ARCHIVO. Diseño y Arquitectura è uno spazio privato che ha cercato di creare un dialogo fra le comunità del design e dell’arte, mentre la Design Week México e l’Abierto Mexicano de Diseño sono due appuntamenti annuali ormai consolidati, che hanno fatto sì che ottobre, quando si tengono entrambi gli eventi, venga considerato il mese del design a Città del Messico.
Zona Maco, la grande fiera di arte contemporanea della città, già dal 2011 vanta una sezione di design curata da Cecilia León de la Barra, che è riuscita a introdurre il design nell’immaginario di un pubblico sofisticato e dall’elevato potere d’acquisto. Anche se una delle grandi sfide è la commercializzazione e la circolazione del design, un’altra cosa è comprenderne l’identità e darle una voce propria.

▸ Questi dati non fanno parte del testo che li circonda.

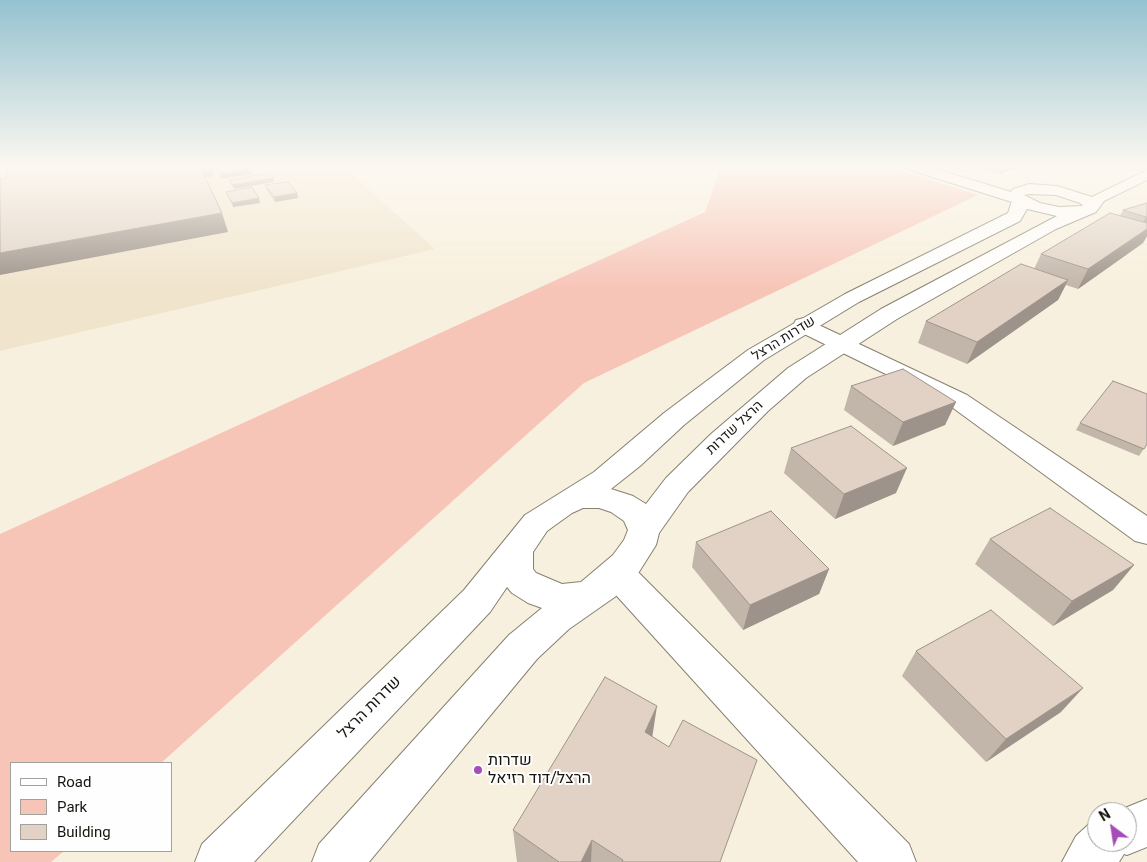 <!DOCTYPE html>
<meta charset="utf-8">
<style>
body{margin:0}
#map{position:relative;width:1147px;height:862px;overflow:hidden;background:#f8f0de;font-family:Roboto,sans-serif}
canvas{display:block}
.legend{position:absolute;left:10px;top:762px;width:162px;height:90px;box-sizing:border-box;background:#fefefe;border:1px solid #a2a19e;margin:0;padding:6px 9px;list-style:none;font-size:15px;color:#18150f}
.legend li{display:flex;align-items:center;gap:10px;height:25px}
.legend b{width:25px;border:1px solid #a2a19e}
.north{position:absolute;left:1087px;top:802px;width:50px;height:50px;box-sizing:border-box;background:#fefefe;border:1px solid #a2a19e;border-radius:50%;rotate:329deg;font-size:14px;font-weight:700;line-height:20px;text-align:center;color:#18150f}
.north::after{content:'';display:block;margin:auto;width:18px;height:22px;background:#a44cb8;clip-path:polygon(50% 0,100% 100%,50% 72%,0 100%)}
</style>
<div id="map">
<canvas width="1147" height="862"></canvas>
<ul class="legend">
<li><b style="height:6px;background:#fff"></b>Road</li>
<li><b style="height:14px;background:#f7c5b8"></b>Park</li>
<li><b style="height:14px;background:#e1d2c5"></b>Building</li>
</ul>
<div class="north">N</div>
</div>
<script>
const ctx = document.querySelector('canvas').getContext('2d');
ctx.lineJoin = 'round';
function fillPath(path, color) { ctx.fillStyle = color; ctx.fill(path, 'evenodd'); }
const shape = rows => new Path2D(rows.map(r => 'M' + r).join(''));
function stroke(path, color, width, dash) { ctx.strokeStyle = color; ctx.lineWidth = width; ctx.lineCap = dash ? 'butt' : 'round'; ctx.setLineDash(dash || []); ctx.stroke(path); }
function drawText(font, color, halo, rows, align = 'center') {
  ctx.font = font + ' Roboto,Heebo,sans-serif'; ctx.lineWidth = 4; ctx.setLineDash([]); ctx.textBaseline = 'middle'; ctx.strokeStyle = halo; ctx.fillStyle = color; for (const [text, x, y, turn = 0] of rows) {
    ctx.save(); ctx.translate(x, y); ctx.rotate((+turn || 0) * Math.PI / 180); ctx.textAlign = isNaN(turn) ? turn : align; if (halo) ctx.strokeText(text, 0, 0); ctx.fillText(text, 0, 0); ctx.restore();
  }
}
fillPath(shape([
 [0,167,344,167,435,249,0,351]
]), '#f0e4cc');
fillPath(shape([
 [721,167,888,167,978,195,584,383,161,763,11,763,11,851,64,851,51,862,0,862,0,534,705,212]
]), '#f7c5b8');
const minor = shape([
 [804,318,967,395,1147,516,1147,544,1135,541,949,405,796,330,793,325,796,320,804,318],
 [617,559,629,563,909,844,916,862,858,862,605,583,600,573,605,563,617,559],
 [1147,799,1147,847,1127,855,1124,854,1119,862,1062,862,1076,836,1088,825,1097,821,1097,842,1127,842,1127,812,1115,812,1147,799]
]);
const tertiary = shape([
 [908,167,930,167,1024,196,1026,199,1018,204,1012,202,910,170,908,167]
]);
const secondary = shape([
 [1147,170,1147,180,1104,201,1096,212,1056,229,897,319,806,378,768,411,688,492,659,533,656,545,637,575,619,594,569,629,537,659,369,862,312,862,319,844,509,635,542,608,528,603,512,593,507,587,490,612,254,862,195,862,202,844,464,590,525,515,594,472,664,413,748,350,845,294,1008,213,1012,201,1008,195,1013,189,1029,184,1057,186,1092,197,1147,170],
 [1029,194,1056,195,1080,203,1083,206,1059,207,1040,203,1024,195,1029,194],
 [1027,209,1057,216,881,309,788,368,711,434,666,478,646,504,633,496,611,489,640,466,684,425,764,360,859,302,1020,221,1027,209],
 [583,508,599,508,611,512,624,521,628,530,624,540,613,555,581,582,562,584,536,573,533,569,533,552,547,531,572,513,583,508]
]);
stroke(minor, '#878070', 2);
stroke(tertiary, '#878070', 2);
stroke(secondary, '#878070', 2);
fillPath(minor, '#fff');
fillPath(tertiary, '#fff');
fillPath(secondary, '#fff');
fillPath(shape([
 [979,167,1017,167,1017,168,1000,174],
 [265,185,298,198,275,202,267,190],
 [1147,203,1147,236,1143,243,1078,289,1066,285,1058,300,967,364,918,343,926,321,1034,269,1041,254,1120,216,1123,210],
 [851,386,956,402,945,425,893,446,844,410],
 [1080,423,1147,444,1139,456,1076,430],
 [791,448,896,493,835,519,784,473],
 [990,539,1134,565,1113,590,1053,626,975,564],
 [696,542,829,569,819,594,743,630,692,567],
 [916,651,1061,712,986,762,902,676],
 [652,736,720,862,517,862,513,830]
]), '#c2b5a9');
fillPath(shape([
 [199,167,212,167,214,176,202,178],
 [1003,167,1017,167,1017,168,1000,174],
 [251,169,252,174,221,179,220,174],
 [273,178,274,182,234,189,232,185],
 [297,193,298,198,275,202,274,197],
 [259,198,260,203,233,207,232,203],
 [222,213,228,232,0,275,0,253],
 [1146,217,1147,217,1147,228,1138,231],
 [1147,229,1147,236,1143,243,1078,289,1088,269],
 [1068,280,1058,300,967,364,977,342],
 [956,402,945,425,893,446,903,422],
 [907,468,896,493,835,519,844,494],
 [1134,565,1113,590,1053,626,1072,601],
 [829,569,819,594,743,630,750,605],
 [1083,688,1061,712,986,762,1006,739],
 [657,706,651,745,645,732],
 [592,840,591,862,581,862]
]), '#9e938a');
const building = shape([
 [8,167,200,167,222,213,0,253,0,179,6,178,8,167],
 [227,167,249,167,251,169,220,174,217,169,227,167],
 [269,173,273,178,232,185,229,180,269,173],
 [288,182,297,193,274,197,265,185,288,182],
 [252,187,259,198,232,203,226,192,252,187],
 [1147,203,1147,217,1146,217,1123,210,1147,203],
 [1110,213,1147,223,1147,229,1088,269,1041,254,1110,213],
 [1021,264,1068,280,977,342,926,321,1021,264],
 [903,369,956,402,903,422,851,386,903,369],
 [1113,381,1147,394,1147,444,1144,449,1080,423,1113,381],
 [851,426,907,468,844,494,791,448,851,426],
 [1050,508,1134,565,1072,601,990,539,1050,508],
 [771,511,829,569,750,605,696,542,771,511],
 [991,610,1083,688,1006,739,916,651,991,610],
 [605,677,657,706,645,732,669,747,683,720,757,760,720,862,622,862,623,860,592,840,581,862,559,862,513,830,605,677]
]);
fillPath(building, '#e1d2c5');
stroke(building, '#9e938a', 1);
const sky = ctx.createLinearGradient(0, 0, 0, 288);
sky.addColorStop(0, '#95c2d0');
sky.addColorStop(0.58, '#fcf8f0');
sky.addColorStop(1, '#fcf8f000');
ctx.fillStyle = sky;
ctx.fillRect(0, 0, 1147, 288);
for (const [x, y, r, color] of [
 [478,770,5,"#a44cb8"]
]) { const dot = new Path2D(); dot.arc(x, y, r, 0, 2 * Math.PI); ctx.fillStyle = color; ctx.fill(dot); stroke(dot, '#fefefe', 2); }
drawText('14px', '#18150f', '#fefefe', [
 ["שדרות הרצל",784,339,-32],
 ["הרצל שדרות",735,428,-43]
]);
drawText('16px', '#18150f', '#fefefe', [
 ["שדרות הרצל",370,708,-45]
]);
drawText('16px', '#18150f', '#fefefe', [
 ["שדרות",488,761],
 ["הרצל/דוד רזיאל",488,779]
], 'left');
</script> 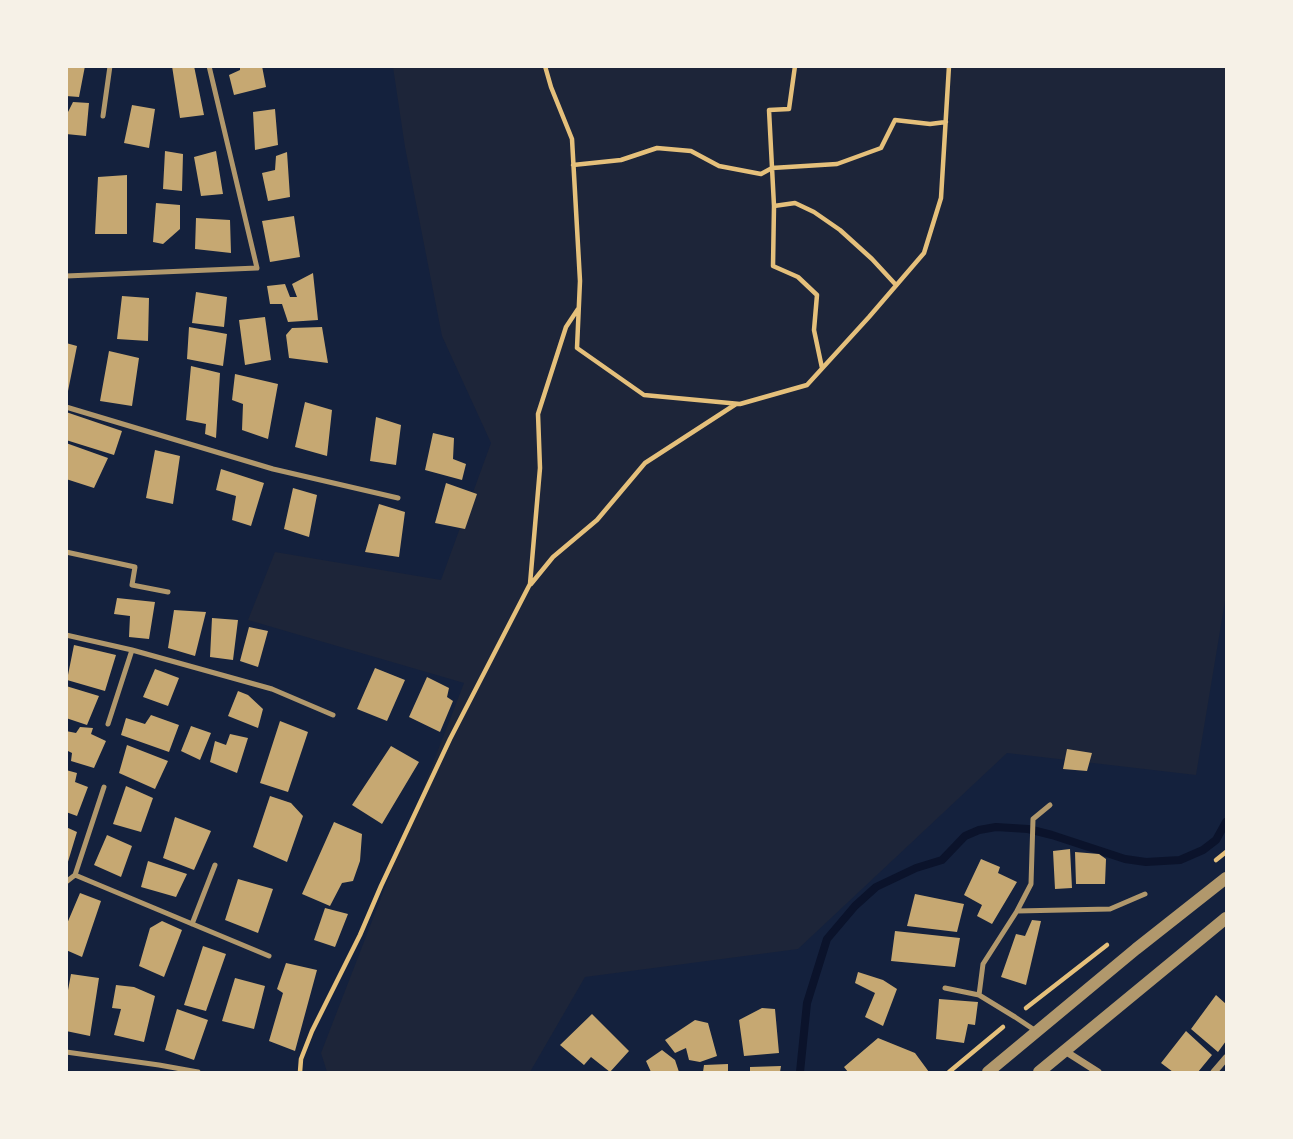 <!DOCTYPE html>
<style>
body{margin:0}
#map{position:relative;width:1293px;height:1139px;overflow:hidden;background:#14213d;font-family:Barlow,sans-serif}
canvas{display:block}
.frame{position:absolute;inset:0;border:68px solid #f6f1e7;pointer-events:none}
</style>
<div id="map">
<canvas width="1293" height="1139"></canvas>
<div class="frame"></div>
</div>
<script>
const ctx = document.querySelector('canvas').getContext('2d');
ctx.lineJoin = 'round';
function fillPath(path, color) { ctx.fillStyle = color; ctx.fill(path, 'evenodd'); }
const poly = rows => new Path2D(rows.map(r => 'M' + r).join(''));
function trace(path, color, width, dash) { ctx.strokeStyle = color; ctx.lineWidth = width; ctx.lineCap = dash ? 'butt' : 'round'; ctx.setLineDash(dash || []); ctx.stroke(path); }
fillPath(poly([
 [393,67,1226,67,1226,595,1196,775,1007,753,798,949,585,977,530,1072,327,1072,321,1053,464,683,248,620,275,552,441,580,491,443,442,336,405,147]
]), '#1d2539');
trace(poly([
 [800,1072,807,1003,827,939,855,906,876,887,916,868,942,860,965,836,979,830,996,827,1028,829,1052,835,1125,859,1146,862,1180,860,1203,850,1216,840,1226,822]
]), '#0b132b', 8);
fillPath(poly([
 [66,66,85,66,79,97,66,96],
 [172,66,194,66,204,115,180,118],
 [240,66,262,66,266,87,234,95,229,75,240,70],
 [73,102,89,103,86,136,66,134,66,116],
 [132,105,155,109,149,148,124,143],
 [275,109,278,145,255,150,253,112],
 [165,151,183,154,182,191,163,189],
 [216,151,223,194,201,196,194,157],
 [287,152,290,197,268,201,262,173,275,170,276,156],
 [127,175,127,234,95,234,98,177],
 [156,203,180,205,180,229,163,244,153,242],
 [294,216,300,257,270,262,262,221],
 [196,218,230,220,231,253,195,249],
 [313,273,318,320,288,322,282,304,270,304,267,286,285,284,290,297,297,297,292,284],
 [196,292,227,297,224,327,192,323],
 [122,296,149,298,148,341,117,339],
 [265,317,271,360,245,365,239,320],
 [189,327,227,334,223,366,187,359],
 [322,327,328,363,289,358,286,335,292,328],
 [66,343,77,346,68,391,66,391],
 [109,351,139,358,132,406,100,401],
 [191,366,220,373,216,438,205,434,206,424,186,420],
 [235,374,278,384,268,439,242,430,243,404,232,400],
 [305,402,332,410,327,456,295,447],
 [66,412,122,431,114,455,66,440],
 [376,417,401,425,396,465,370,461],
 [433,433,454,438,453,459,466,464,462,480,425,470],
 [66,443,108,458,94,488,66,479],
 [155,450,180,456,173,504,146,498],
 [221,469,264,483,251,526,232,520,236,496,216,490],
 [446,483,477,494,465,529,435,523],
 [293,488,317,495,309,537,284,529],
 [379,504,405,512,399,557,365,552],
 [117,598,155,602,149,639,129,637,130,616,114,614],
 [174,610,206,612,195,656,168,648],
 [212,618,238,620,233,660,210,657],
 [249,627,268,631,258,667,240,661],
 [74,645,116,655,105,691,67,680],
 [375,668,405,680,387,721,357,709],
 [155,669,179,678,168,706,143,697],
 [427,677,449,688,447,697,453,701,440,732,409,717],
 [66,686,99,696,87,725,66,718],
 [238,691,248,695,263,709,258,728,228,716],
 [151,715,179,725,169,752,121,735,126,718,145,724],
 [280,721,308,732,288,792,260,783],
 [191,726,211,733,200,760,181,751],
 [80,727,93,728,91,734,106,741,94,768,71,761,72,753,66,750,66,731,76,733],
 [230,734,248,738,237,773,210,762,215,741,226,745],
 [127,745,168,761,155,789,119,773],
 [391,746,419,762,382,824,352,805],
 [1067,749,1092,753,1087,771,1063,769],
 [66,770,77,773,75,782,88,787,77,816,66,812],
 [126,786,153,798,141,832,113,824],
 [270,796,291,803,303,816,287,862,253,847],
 [175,817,211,831,194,870,163,858],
 [334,822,362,834,360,861,353,881,342,883,330,906,302,894],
 [66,827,77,832,67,865,66,865],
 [107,835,132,846,121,877,94,865],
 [1070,849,1072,888,1055,889,1053,851],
 [1075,852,1099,854,1106,859,1105,884,1076,884],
 [981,859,1000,867,998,873,1017,882,992,924,977,916,982,905,964,895],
 [148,861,187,874,176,897,141,887],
 [238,879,273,889,258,933,225,920],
 [80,893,101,901,82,957,66,950,66,926],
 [915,894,964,904,957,932,907,926],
 [325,908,348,914,335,947,314,940],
 [1032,920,1041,921,1026,985,1001,977,1016,934,1025,936],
 [162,921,182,930,164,977,139,966,150,928],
 [895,931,960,938,955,967,891,961],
 [203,946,226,954,206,1011,184,1005],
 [286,963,317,970,295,1051,269,1041,283,993,277,989],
 [858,972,883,980,897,989,883,1026,865,1017,875,993,855,983],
 [71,974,99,978,90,1036,66,1031,66,1001],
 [235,978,265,986,254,1029,222,1021],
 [116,985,134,987,155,996,144,1042,114,1035,121,1009,112,1008],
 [1216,995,1226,1004,1226,1041,1218,1052,1191,1029],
 [939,999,978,1002,975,1025,968,1024,964,1043,936,1039],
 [762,1008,775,1009,779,1053,744,1056,739,1020],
 [177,1009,208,1020,194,1060,165,1050],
 [592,1014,629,1051,610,1072,591,1057,584,1065,560,1045],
 [695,1020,708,1023,717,1056,700,1062,689,1060,686,1048,675,1053,665,1040],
 [1186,1031,1212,1055,1198,1072,1173,1072,1161,1063],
 [878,1038,915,1053,929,1072,848,1072,844,1067],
 [662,1050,675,1060,679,1072,651,1072,646,1061],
 [728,1064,728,1072,703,1072,704,1065],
 [781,1066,780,1072,750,1072,750,1067]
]), '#c6a872');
trace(poly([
 [545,66,551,87,572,139,580,281,577,348,644,395,740,404,807,385,869,317,924,253,941,198,949,66],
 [795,66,789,109,769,110,774,206,795,203,814,212,840,230,872,259,896,285],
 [573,165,621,160,657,148,691,151,719,166,761,174,772,168,837,164,881,148,895,120,930,124,946,122],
 [774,206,773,266,798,277,817,295,814,330,822,368],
 [531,584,553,557,597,520,645,463,736,404],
 [1216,860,1226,852],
 [1026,1008,1107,945],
 [300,1072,301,1059,312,1031,360,935,381,886,450,739,530,584,540,468,538,414,566,327,578,309],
 [949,1072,1003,1027]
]), '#e5c07b', 4.5);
trace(poly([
 [103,116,110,66],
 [66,276,257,268,209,66],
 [66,407,273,469,398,498],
 [66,552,135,567,132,585,168,592],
 [66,635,132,650,272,689,333,715],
 [108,724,132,650],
 [75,875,104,787],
 [66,882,75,875,269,956],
 [1017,911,1031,884,1033,819,1050,805],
 [192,924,215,865],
 [945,988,979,995,1015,1017,1036,1031],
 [979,995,983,964,1017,911,1110,909,1145,894],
 [66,1052,159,1065,198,1072]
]), '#b1986c', 5);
trace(poly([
 [1065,1051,1098,1072],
 [1214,1072,1226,1058]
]), '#b1986c', 7);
trace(poly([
 [988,1072,1136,949,1226,878],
 [1039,1072,1226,918]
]), '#b1986c', 12);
</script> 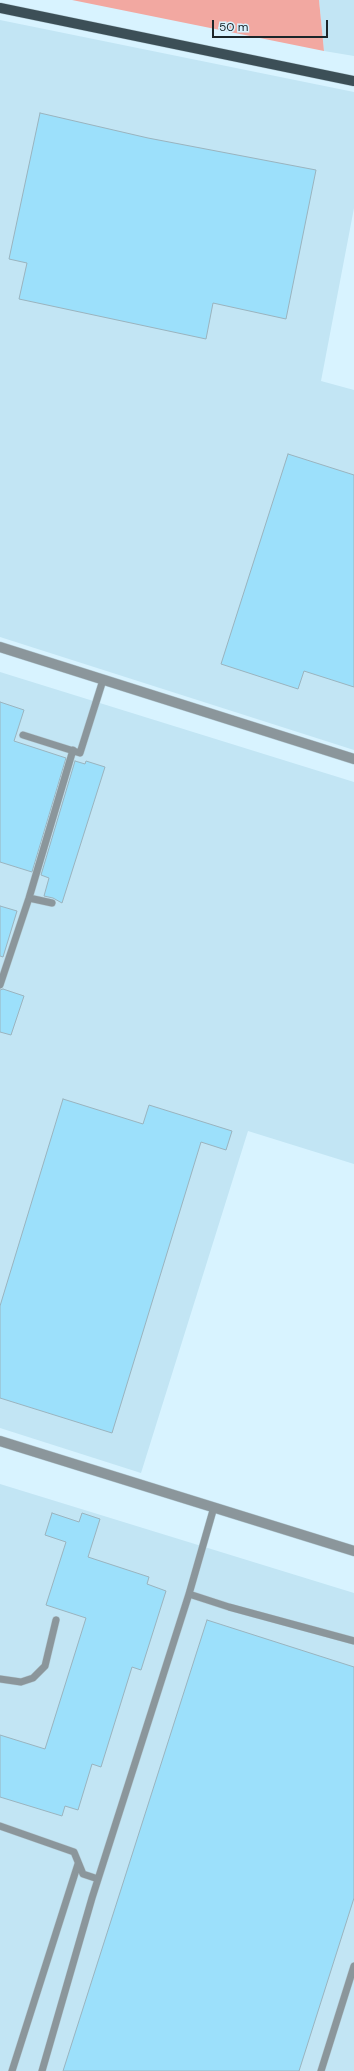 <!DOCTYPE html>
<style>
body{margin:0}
#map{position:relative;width:354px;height:2071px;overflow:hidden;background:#d8f3ff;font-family:"DM Sans",sans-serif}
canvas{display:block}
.scale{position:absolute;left:212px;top:20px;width:116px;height:18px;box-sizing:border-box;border:2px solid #1b2529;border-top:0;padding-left:5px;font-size:12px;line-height:14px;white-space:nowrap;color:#1b2529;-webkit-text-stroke:3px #d8f3ff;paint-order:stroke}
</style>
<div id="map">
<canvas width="354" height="2071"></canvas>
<div class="scale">50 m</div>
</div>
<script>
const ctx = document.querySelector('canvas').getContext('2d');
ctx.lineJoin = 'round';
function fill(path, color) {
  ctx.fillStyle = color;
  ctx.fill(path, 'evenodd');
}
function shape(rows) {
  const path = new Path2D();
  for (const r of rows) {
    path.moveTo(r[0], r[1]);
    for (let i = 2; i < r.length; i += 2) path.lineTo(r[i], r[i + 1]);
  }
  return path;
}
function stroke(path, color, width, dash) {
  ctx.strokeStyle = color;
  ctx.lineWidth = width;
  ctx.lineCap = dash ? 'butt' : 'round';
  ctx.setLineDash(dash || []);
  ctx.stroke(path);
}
const built = shape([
 [319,0,354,0,354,56,324,51],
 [0,20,354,92,354,208,321,381,354,390,354,750,0,637],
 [0,672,354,782,354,1164,248,1131,141,1473,0,1428],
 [0,1484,354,1593,354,2071,0,2071]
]);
const green = shape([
 [72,0,319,0,324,51]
]);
const building = shape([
 [40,113,148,138,316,170,286,319,213,303,206,339,19,299,27,263,9,259,40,113],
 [288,454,354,475,354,687,304,671,298,689,221,664,288,454],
 [0,702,24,710,14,741,66,758,32,872,0,862,0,702],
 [75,761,85,764,86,761,105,767,62,903,53,898,44,896,49,878,41,875,75,761],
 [0,906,17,911,3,957,0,956,0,906],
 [3,989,24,996,11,1035,0,1032,0,990,3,989],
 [63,1099,143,1124,149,1105,232,1131,226,1150,201,1142,112,1433,0,1398,0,1306,63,1099],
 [52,1513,79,1522,82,1513,100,1519,88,1557,149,1577,147,1584,166,1591,141,1670,132,1667,101,1767,92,1764,78,1810,65,1806,62,1816,0,1797,0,1735,45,1749,86,1618,46,1605,66,1542,45,1535,52,1513],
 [207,1620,354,1667,354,1898,299,2071,63,2071,207,1620]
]);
const service = shape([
 [23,735,80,753,103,680],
 [29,898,52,903],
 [0,985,29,898,73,750],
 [189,1594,214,1507],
 [0,1679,21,1682,33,1678,45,1666,56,1620],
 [0,1826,74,1852,83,1874,98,1879],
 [12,2071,78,1864],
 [42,2071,92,1898,189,1594,229,1607,354,1641],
 [321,2071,354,1966]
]);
const minor = shape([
 [0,647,354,759],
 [0,1441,354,1551]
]);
const primary = shape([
 [0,8,354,81]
]);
fill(built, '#c2e5f4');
fill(green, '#f2a8a1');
fill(building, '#9ce0fb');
stroke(building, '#9ab4bf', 1);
stroke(service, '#b6ced8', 8);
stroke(minor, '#b6ced8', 11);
stroke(primary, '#b6ced8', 11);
stroke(service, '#8b969b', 7);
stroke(minor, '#8b969b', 10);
stroke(primary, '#3c4f57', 10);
</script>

Di sicuro, continua a esistere una separazione fra l’industria e il design. Le grandi aziende continuano a non scommettere adeguatamente sulla cultura del progetto, per cui ai designer non è rimasto che trasformarsi in imprenditori. Héctor Esrawe, Carla Fernández, Pirwi, Tuux, Jorge Diego Etienne e Joel Escalona sono solo alcuni degli esempi di successo in questo campo.
Un’altra sfida del design nel nostro Paese è comprendere la storia, gli eventi e il processo con cui questa disciplina si è sviluppata nel corso degli anni, allo scopo di orientare la sua ricerca verso proposte consapevoli. Per fare ciò, è necessario che, partendo dalle istituzioni accademiche, si continui a scrivere e a rivedere la storia del design in Messico attraverso libri, cataloghi, mostre e collezioni private e musei.
Allo stesso tempo, oggi esiste un gran numero di designer che hanno scelto di focalizzare la loro attività sulla comprensione della tradizione, in termini di valori, essenza e manodopera. Le pratiche collaborative, cioè la collaborazione onesta, creativa e orizzontale fra designer e artigiani, fa parte dello scenario attuale e rappresenta un settore vivo, propositivo e vibrante: Bi Yuu, Oax-i-fornia, Oscar Hagerman, Moisés Hernández e il suo marchio Diario o il Colectivo 1050 fanno parte di questo movimento, che senza dubbio sta facendo in modo che a livello mondiale il design messicano emerga rispetto agli altri.
Non mi arrischierei a predire il futuro del design in Messico, ma ciò che posso intravvedere è uno scenario ricco e attivo, in costante trasformazione. La storia, l’essenza e la tradizione devono diventare una parte fondamentale del dibattitto contemporaneo; allo stesso tempo, però, bisogna cercare una collaborazione con l’industria e con le nuove tecnologie. Economie miste, processi semi-artigianali, dialoghi costanti e molta sperimentazione dovranno diventare parte fondamentale di ciò che sta per arrivare.